The Montreal Sovereigntists - Macleans.ca
 

The Montreal Sovereigntists

The Montreal Canadiens are the precise embodiment of everything the Parti Québécois has ever stood for


 

Ordinarily I frown on people trying to inject politics into sports, but in this case I’ll make an exception:

DRUMMONDVILLE – In her closing speech to a Parti Québécois meeting Sunday, PQ leader Pauline Marois drew a parallel between her party’s goal of making Quebec a sovereign country and the Montreal Canadiens’ quest for the Stanley Cup.

“The whole nation is vibrating in tune with a team of players who were called too small, not talented enough, not proud enough to win” Marois said.

“I am talking about the Montreal Canadiens,” she said winning applause from about 600 delegates and observers, some of them wearing Habs sweaters.

“Today, like Quebecers, it is because they played as a team, that they sacrificed themselves for the team, that they can aspire to the highest honour,” Marois said….

“When we have solidarity, determination, pride we can succeed at everything, starting with the sovereignty of Quebec.”

Because, you see, she has a point. The Montreal Canadiens are the precise embodiment of everything the Parti Québécois has ever stood for, a living example of the compassionate, social-democratic, and above all sovereign Quebec Ms Marois is trying to build. After all, they are:

– foreign owned. Well, technically Anglo-owned, ever since the Molsons bought it back from George Gillett, but same diff

– made up mostly of foreign players. Of the current 25-man roster, only 14  are Canadian-born. Just three are from Quebec. There are more Americans, more British Columbians, more Torontonians on this team than there are Quebecers — and as many Czechs. Needless to say, the language of the workplace is English

– part of a league in which they are forever condemned to be a minority. Although the team’s share of representation in the NHL  has dwindled over the years from one-sixth to one-thirtieth, they have as yet not elected to separate, or threaten to.

I could go on. The Canadiens are not only mostly foreign, but exclusively male. Selected by a remorselessly Darwinian process, they play a game noted for its anarchic violence and cut-throat competition — possibly owing to its British origins. I’m told they are paid many times the average worker’s wages for it.

In short, nothing says Quebec pride and solidarity like a team stacked with visiting Czech millionaires playing a Scottish game for American money. Oh, and did I mention they’re called the Canadiens?

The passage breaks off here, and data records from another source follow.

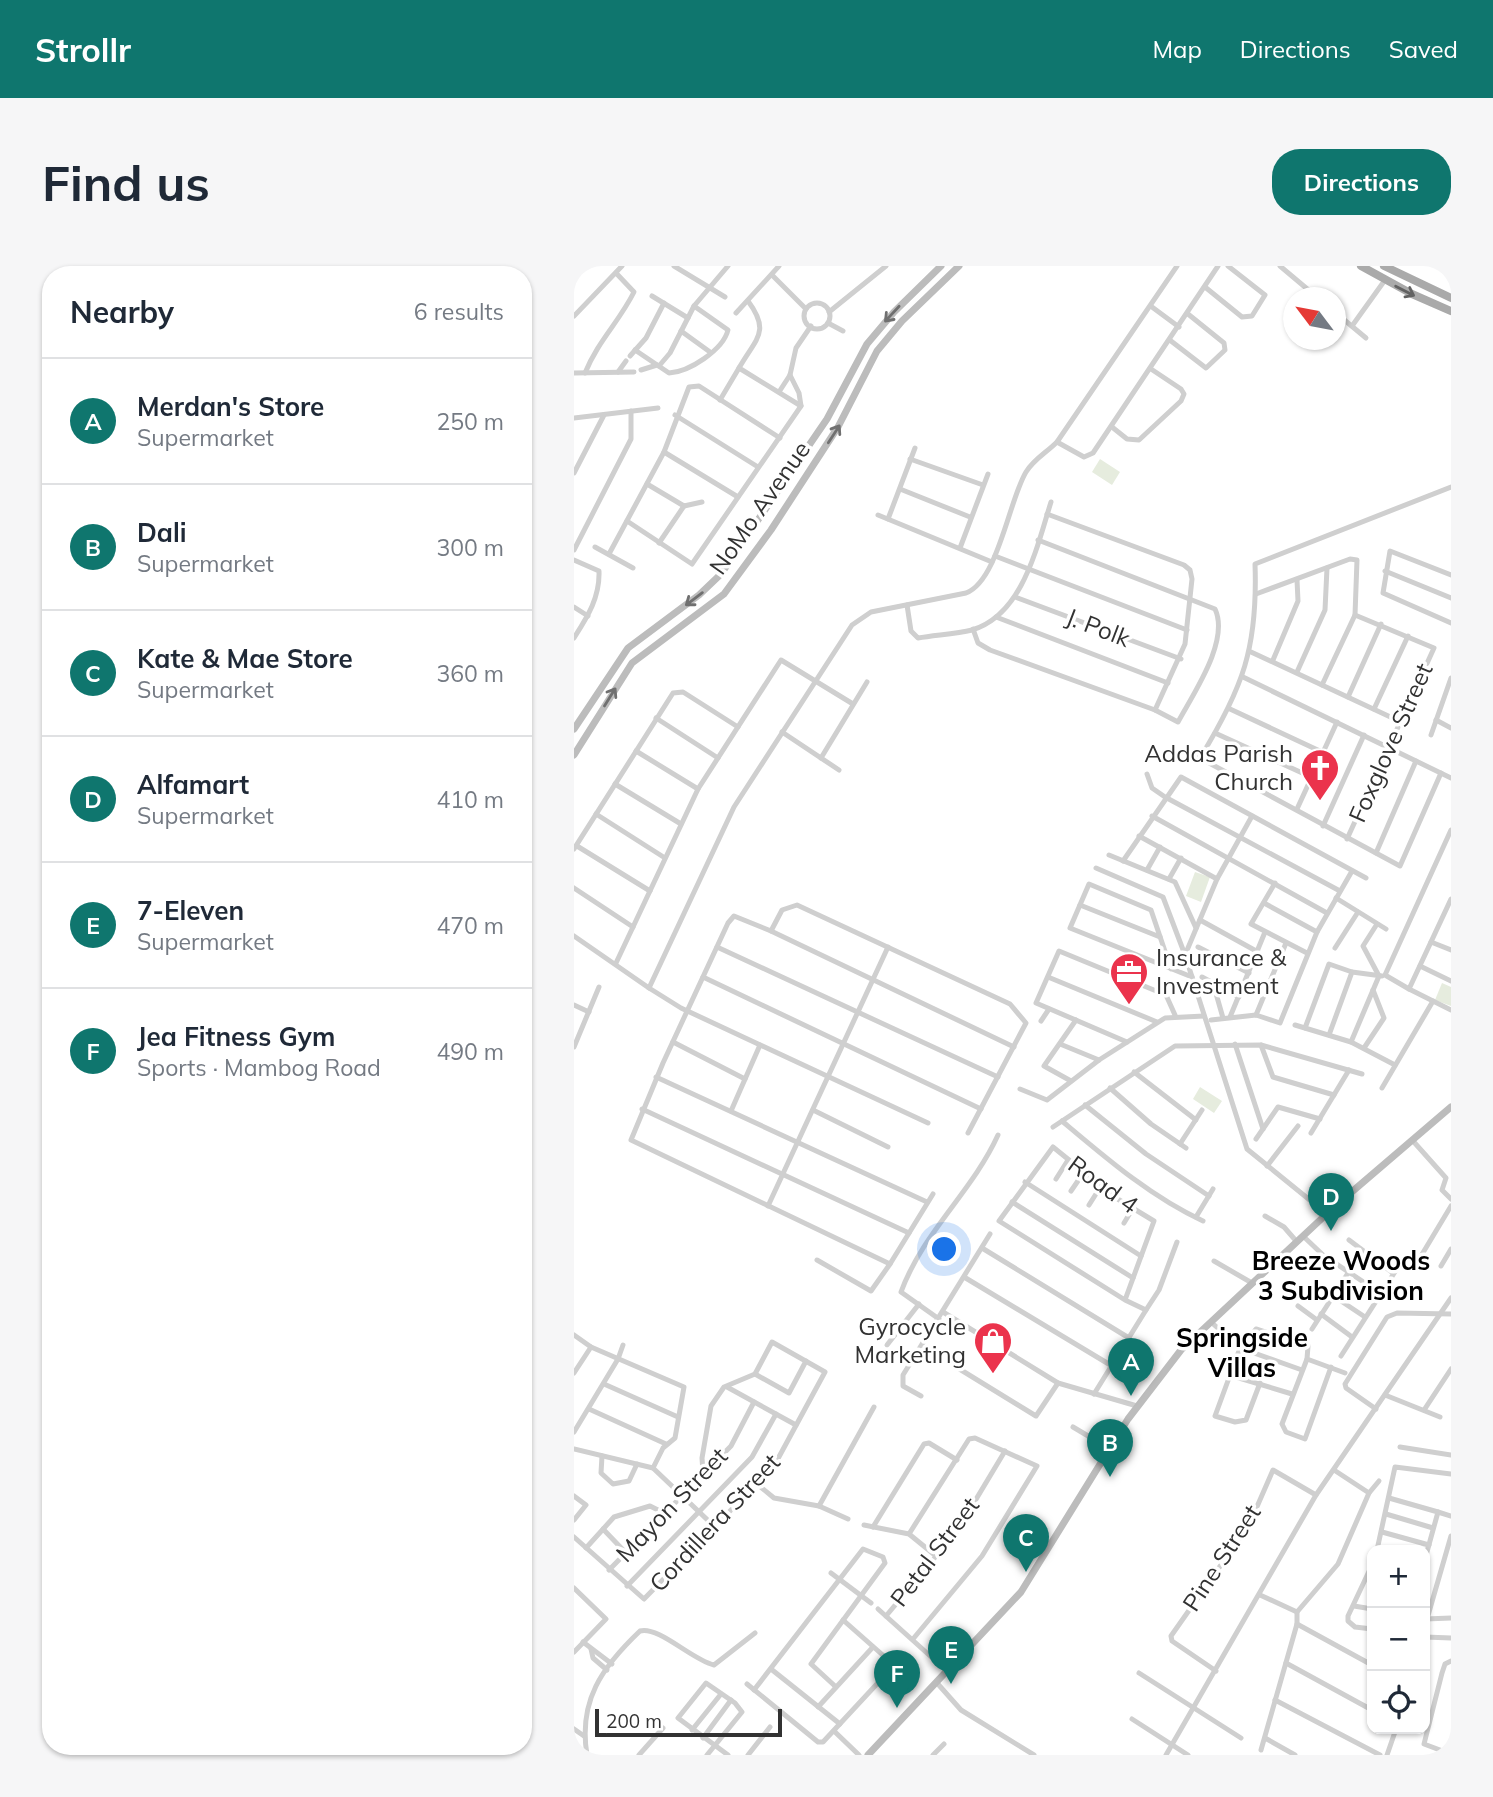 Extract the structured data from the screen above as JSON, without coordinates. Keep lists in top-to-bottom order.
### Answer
{
  "streets": {
    "main road": ["NoMo Avenue"],
    "street": [
      "J. Polk",
      "Foxglove Street",
      "Road 4",
      "Mayon Street",
      "Cordillera Street",
      "Petal Street",
      "Pine Street"
    ]
  },
  "districts": ["Breeze Woods 3 Subdivision", "Springside Villas"],
  "places": {
    "church": ["Addas Parish Church"],
    "office": ["Insurance & Investment"],
    "shop": ["Gyrocycle Marketing"]
  },
  "scale_bar": "200 m",
  "north": "top left",
  "page": {
    "header": "Strollr",
    "nav": ["Map", "Directions", "Saved"],
    "buttons": "Directions",
    "title": "Find us",
    "heading": ["Nearby", "6 results"],
    "list": [
      {
        "mark": "A",
        "name": "Merdan's Store",
        "note": "Supermarket",
        "value": "250 m"
      },
      {
        "mark": "B",
        "name": "Dali",
        "note": "Supermarket",
        "value": "300 m"
      },
      {
        "mark": "C",
        "name": "Kate & Mae Store",
        "note": "Supermarket",
        "value": "360 m"
      },
      {
        "mark": "D",
        "name": "Alfamart",
        "note": "Supermarket",
        "value": "410 m"
      },
      {
        "mark": "E",
        "name": "7-Eleven",
        "note": "Supermarket",
        "value": "470 m"
      },
      {
        "mark": "F",
        "name": "Jea Fitness Gym",
        "note": "Sports · Mambog Road",
        "value": "490 m"
      }
    ],
    "pins": [
      "D",
      "A",
      "B",
      "C",
      "E",
      "F"
    ],
    "map_buttons": ["+", "−"],
    "scale": "200 m"
  }
} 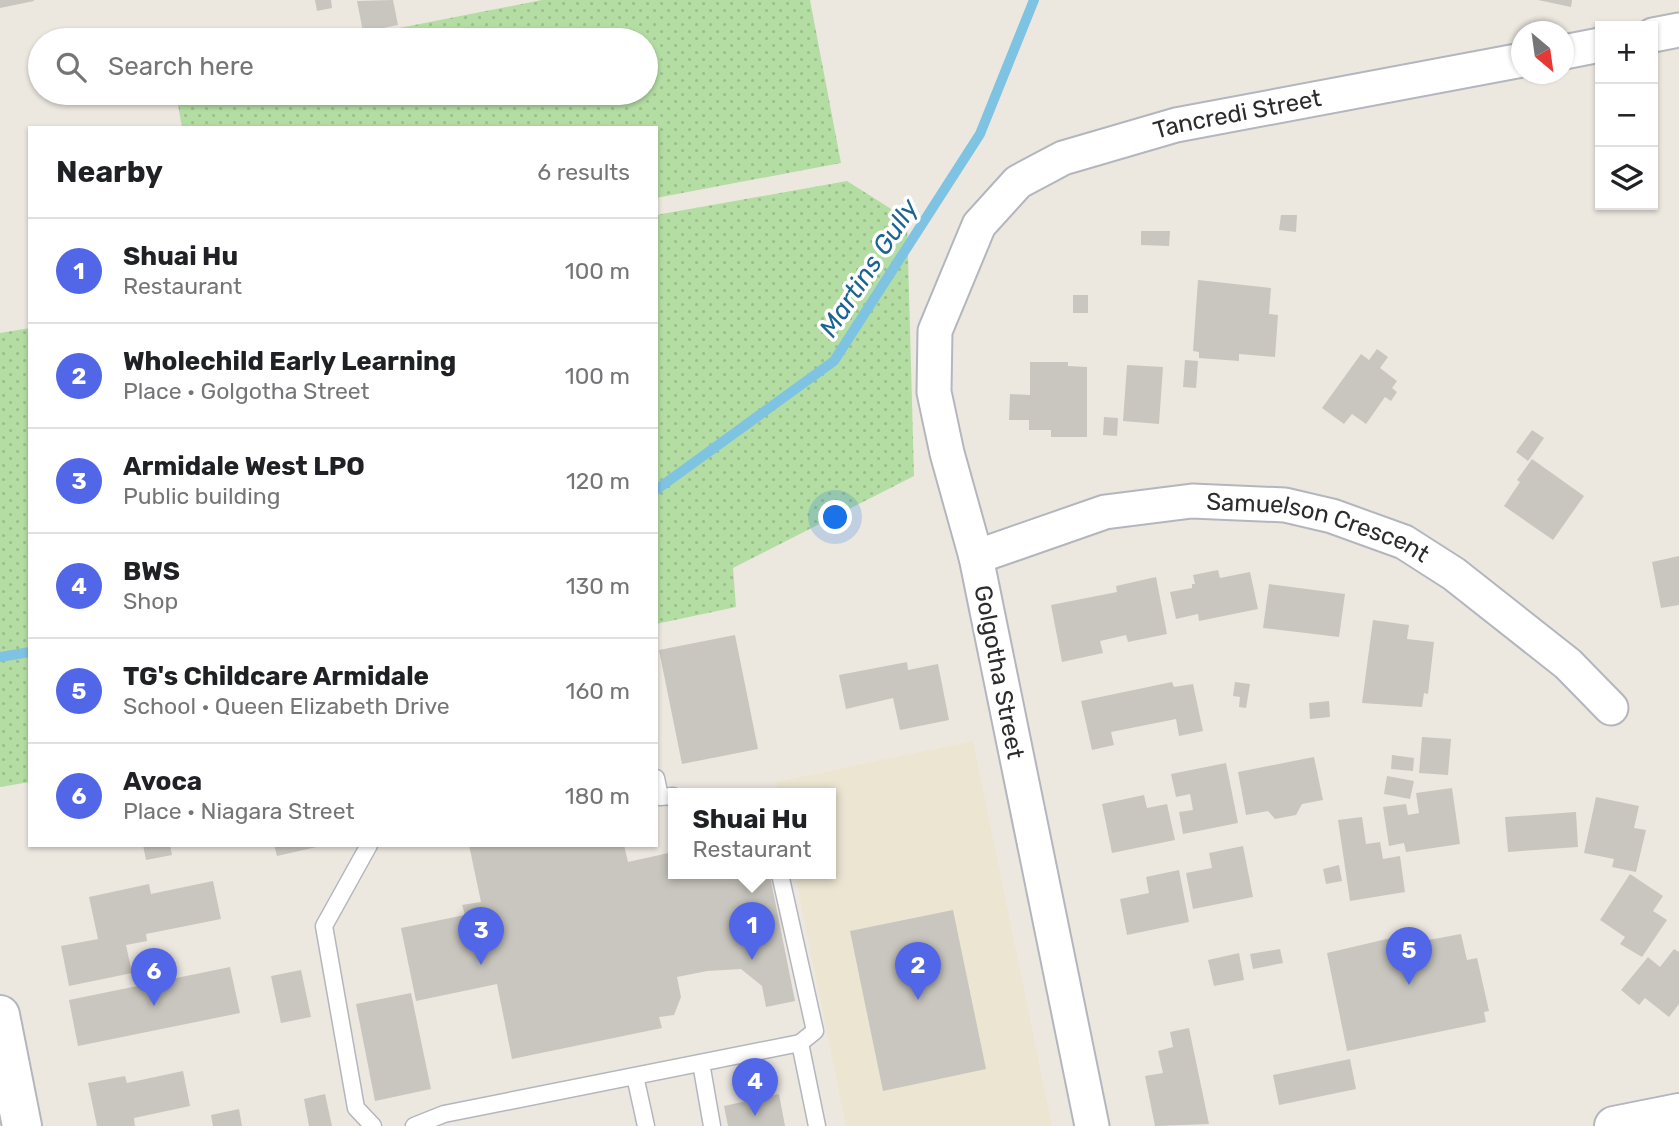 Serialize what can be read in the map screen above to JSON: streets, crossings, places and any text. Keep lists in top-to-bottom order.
{
  "streets": {
    "street": ["Tancredi Street", "Samuelson Crescent", "Golgotha Street"]
  },
  "crossings": [
    ["Tancredi Street", "Golgotha Street"],
    ["Samuelson Crescent", "Golgotha Street"]
  ],
  "water": ["Martins Gully"],
  "north": "bottom right",
  "page": {
    "map_buttons": ["+", "−"],
    "search": "Search here",
    "heading": ["Nearby", "6 results"],
    "list": [
      {
        "mark": "1",
        "name": "Shuai Hu",
        "note": "Restaurant",
        "value": "100 m"
      },
      {
        "mark": "2",
        "name": "Wholechild Early Learning",
        "note": "Place · Golgotha Street",
        "value": "100 m"
      },
      {
        "mark": "3",
        "name": "Armidale West LPO",
        "note": "Public building",
        "value": "120 m"
      },
      {
        "mark": "4",
        "name": "BWS",
        "note": "Shop",
        "value": "130 m"
      },
      {
        "mark": "5",
        "name": "TG's Childcare Armidale",
        "note": "School · Queen Elizabeth Drive",
        "value": "160 m"
      },
      {
        "mark": "6",
        "name": "Avoca",
        "note": "Place · Niagara Street",
        "value": "180 m"
      }
    ],
    "popup": ["Shuai Hu", "Restaurant"],
    "pins": [
      "1",
      "3",
      "5",
      "2",
      "6",
      "4"
    ]
  }
} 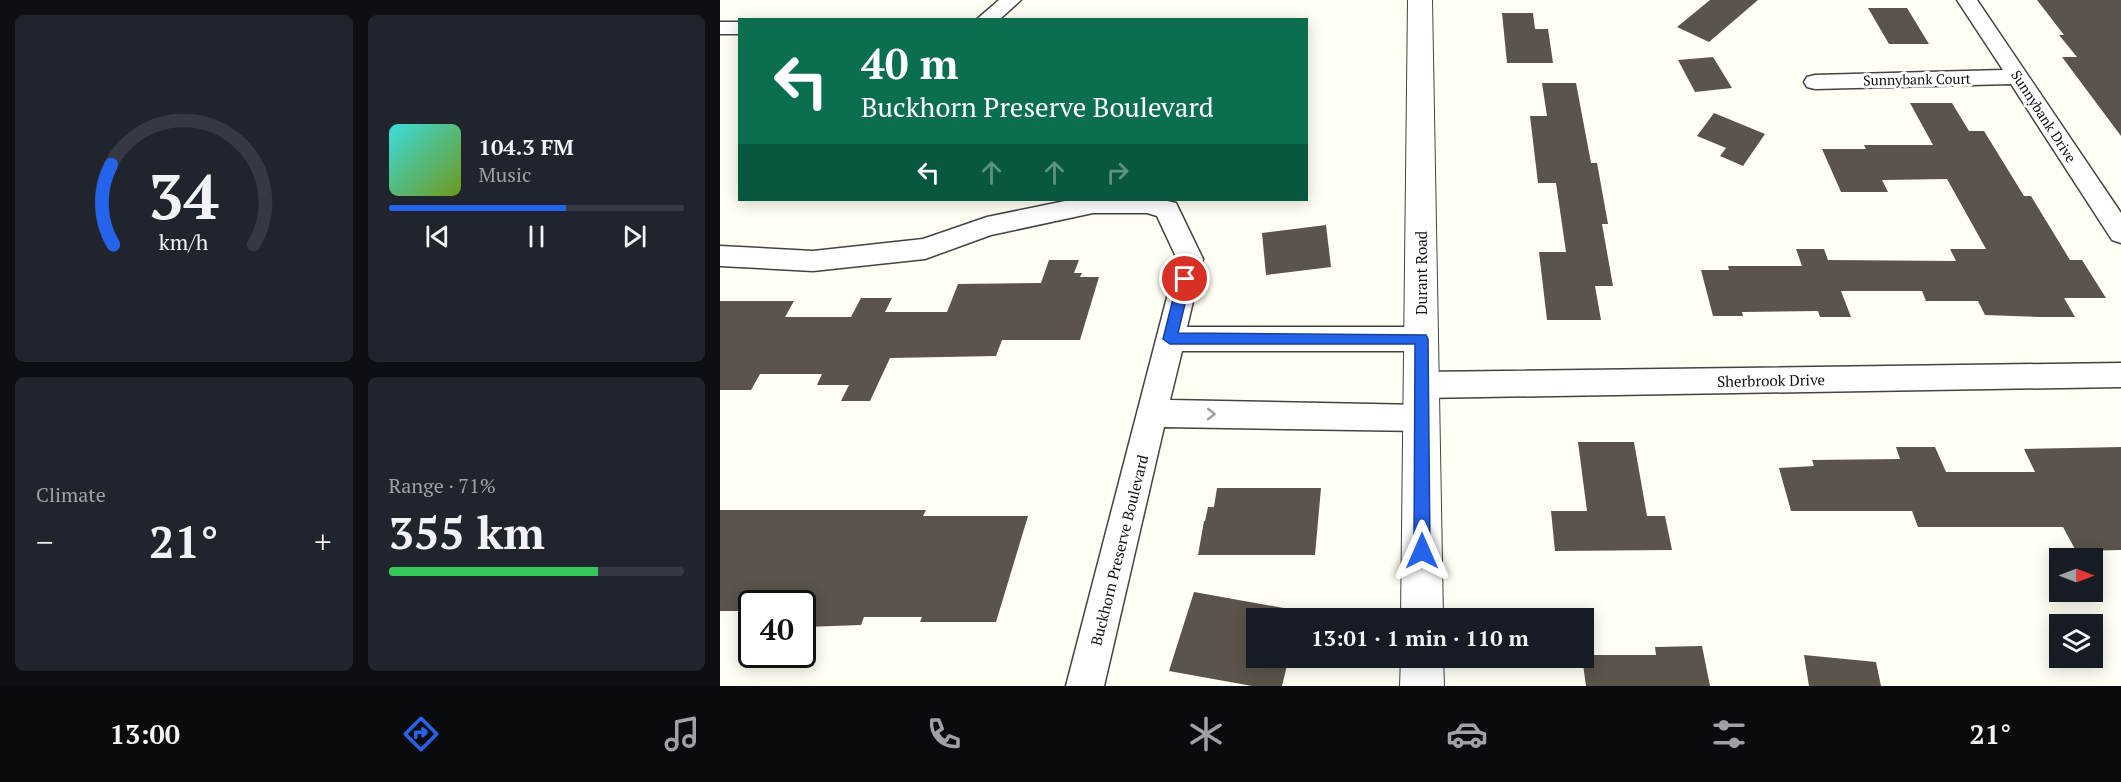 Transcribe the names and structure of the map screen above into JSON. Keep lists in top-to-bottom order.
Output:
{
  "streets": {
    "street": [
      "Sunnybank Court",
      "Sunnybank Drive",
      "Durant Road",
      "Sherbrook Drive",
      "Buckhorn Preserve Boulevard"
    ]
  },
  "crossings": [
    ["Sunnybank Court", "Sunnybank Drive"],
    ["Durant Road", "Sherbrook Drive"]
  ],
  "north": "right",
  "page": {
    "turn": ["40 m", "Buckhorn Preserve Boulevard"],
    "song": ["104.3 FM", "Music"],
    "tile": [
      "Climate",
      ["Range · 71%", "355 km"]
    ],
    "heat": ["−", "21°", "+"],
    "limit": "40",
    "trip": "13:01 · 1 min · 110 m",
    "tabs": ["13:00", "21°"],
    "gauge": ["34", "km/h"]
  }
} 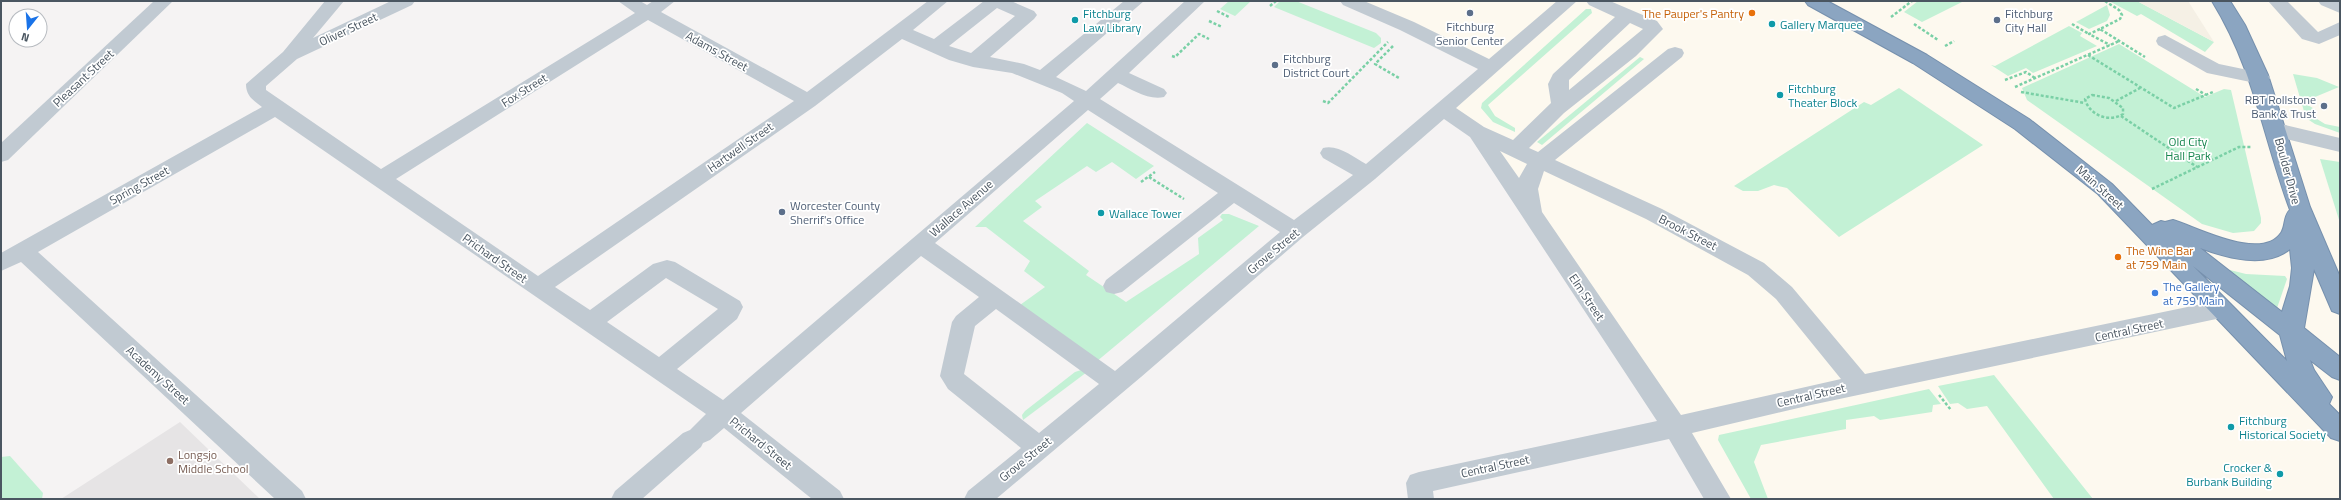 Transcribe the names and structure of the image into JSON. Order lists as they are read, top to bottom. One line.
{"streets":{"highway":["Boulder Drive","Main Street"],"street":["Oliver Street","Adams Street","Pleasant Street","Fox Street","Hartwell Street","Spring Street","Wallace Avenue","Brook Street","Grove Street","Prichard Street","Elm Street","Central Street","Academy Street"]},"crossings":[["Oliver Street","Prichard Street"],["Adams Street","Fox Street"],["Adams Street","Hartwell Street"],["Fox Street","Prichard Street"],["Hartwell Street","Prichard Street"],["Boulder Drive","Main Street"],["Spring Street","Prichard Street"],["Spring Street","Academy Street"],["Main Street","Central Street"],["Wallace Avenue","Prichard Street"],["Brook Street","Elm Street"],["Brook Street","Central Street"],["Grove Street","Elm Street"],["Elm Street","Central Street"]],"parks":["Old City Hall Park"],"places":["Fitchburg Senior Center","The Pauper's Pantry","Fitchburg Law Library","Fitchburg City Hall","Gallery Marquee","Fitchburg District Court","Fitchburg Theater Block","RBT Rollstone Bank & Trust","Worcester County Sherrif's Office","Wallace Tower","The Wine Bar at 759 Main","The Gallery at 759 Main","Fitchburg Historical Society","Longsjo Middle School","Crocker & Burbank Building"],"north":"bottom"}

Still, at least they’re paying Quebec’s punitive tax rates. As Ms Marois said, it’s all about “sacrificing for the team.”


 

The Montreal Sovereigntists

  1. Politicians piggybacking on the success of sports teams has always been unsavoury, pandering to a team's fans in order to gain politically. Of course, I don't see how any voter with two brain cells to rub together would actually change his or her vote based on a politician's sports metaphors. Then again, you could do worse, like Michael Ignatieff who refuses to pander to only one team's fans:http://twitpic.com/1jgxta .

  2. and striving to win the Lord Stanley Cup, go figure

  3. and they also play as a coalition…. er… team.

    • Wouldn't playing as a coalition involve icing a side with players from two teams or more? So, for example, you'd have players from the Canadiens, Leafs, and Canucks all playing on one new monstrosity of a team, and this AFTER the season already began and without consent of the fans? Just wondering.

      • So the all star teams from each conference and the National team we send at the Olympics and world championships should be considered a coalition?

        • No, they're more like blue ribbon panels. But, hey, if you'd like to consider Dion, Layton, and Duceppe as part of some kind of all-star team, be my guest.

          • Layton does have that moustache that a lot of great players had back in the days.

            If we are comparing hockey teams to politics I would say that a hockey team is similar to a parties caucus or even the ministers in the government (the other members of the caucus can be seen as the players playing for the farm team). Laraque could be seen as the minister of breaking teeth who did not do a good enough job and not only lost is minister status but also was kicked out of the caucus. Halak of course is the minister of "OH MY GOD! How is he stopping all those shots".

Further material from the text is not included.